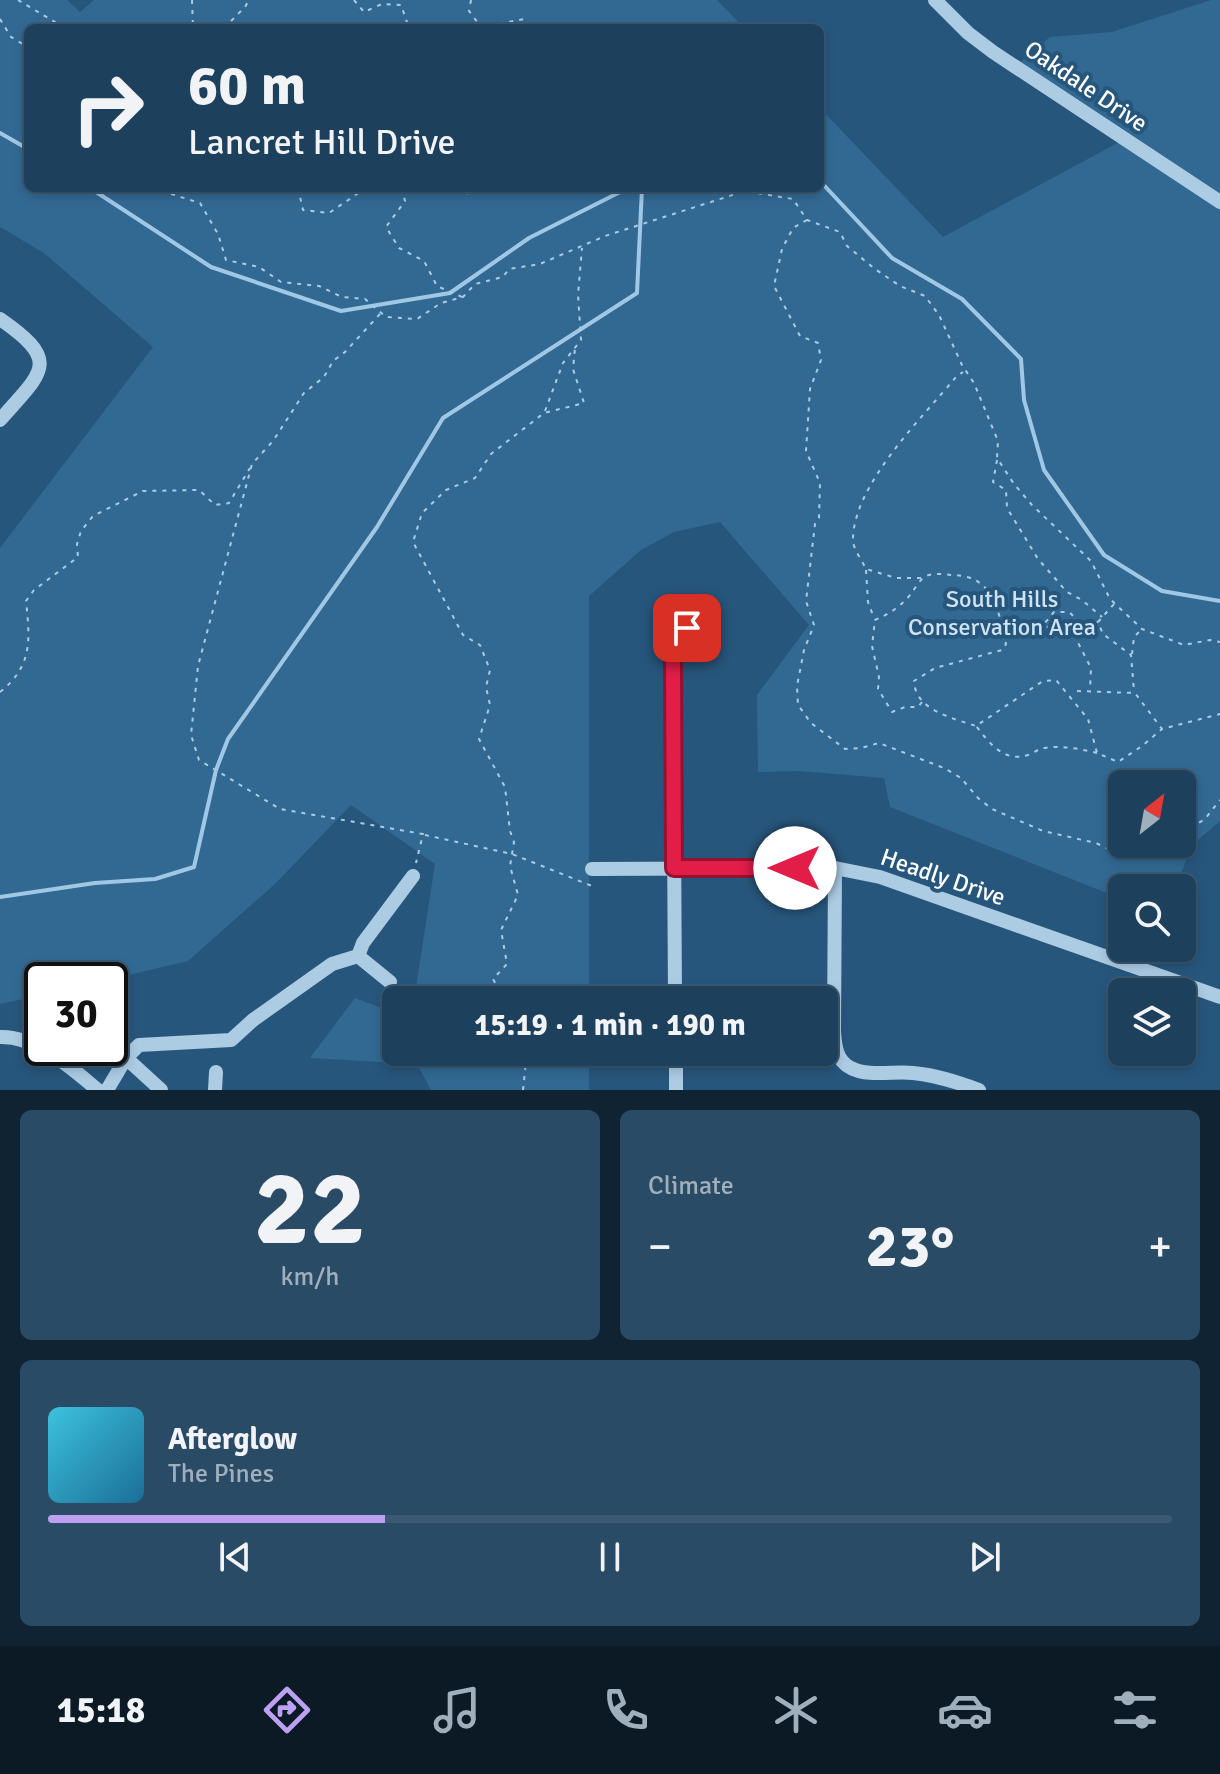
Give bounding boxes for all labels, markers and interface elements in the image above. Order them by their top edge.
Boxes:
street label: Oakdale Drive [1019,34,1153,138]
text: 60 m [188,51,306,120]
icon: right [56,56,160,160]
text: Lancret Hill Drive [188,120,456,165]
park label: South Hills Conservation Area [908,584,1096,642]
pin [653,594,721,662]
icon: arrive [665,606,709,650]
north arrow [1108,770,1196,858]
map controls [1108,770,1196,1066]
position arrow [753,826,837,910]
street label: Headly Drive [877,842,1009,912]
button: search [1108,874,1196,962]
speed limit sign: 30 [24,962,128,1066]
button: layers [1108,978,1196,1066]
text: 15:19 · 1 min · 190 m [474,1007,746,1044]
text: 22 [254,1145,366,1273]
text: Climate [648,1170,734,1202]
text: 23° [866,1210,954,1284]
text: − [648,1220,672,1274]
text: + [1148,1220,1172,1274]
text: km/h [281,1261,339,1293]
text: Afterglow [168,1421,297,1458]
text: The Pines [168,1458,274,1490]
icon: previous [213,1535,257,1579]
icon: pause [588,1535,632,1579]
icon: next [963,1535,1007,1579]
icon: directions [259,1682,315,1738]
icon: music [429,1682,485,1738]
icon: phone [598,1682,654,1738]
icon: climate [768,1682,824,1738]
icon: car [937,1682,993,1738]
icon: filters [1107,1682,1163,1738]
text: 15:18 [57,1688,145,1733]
━━━
INSTRUCTIONS FOR THE TASK -
Report every line in the listing that holds the word "Drive".

EXERCISE ANSWER -
street label: Oakdale Drive [1019,34,1153,138]
text: Lancret Hill Drive [188,120,456,165]
street label: Headly Drive [877,842,1009,912]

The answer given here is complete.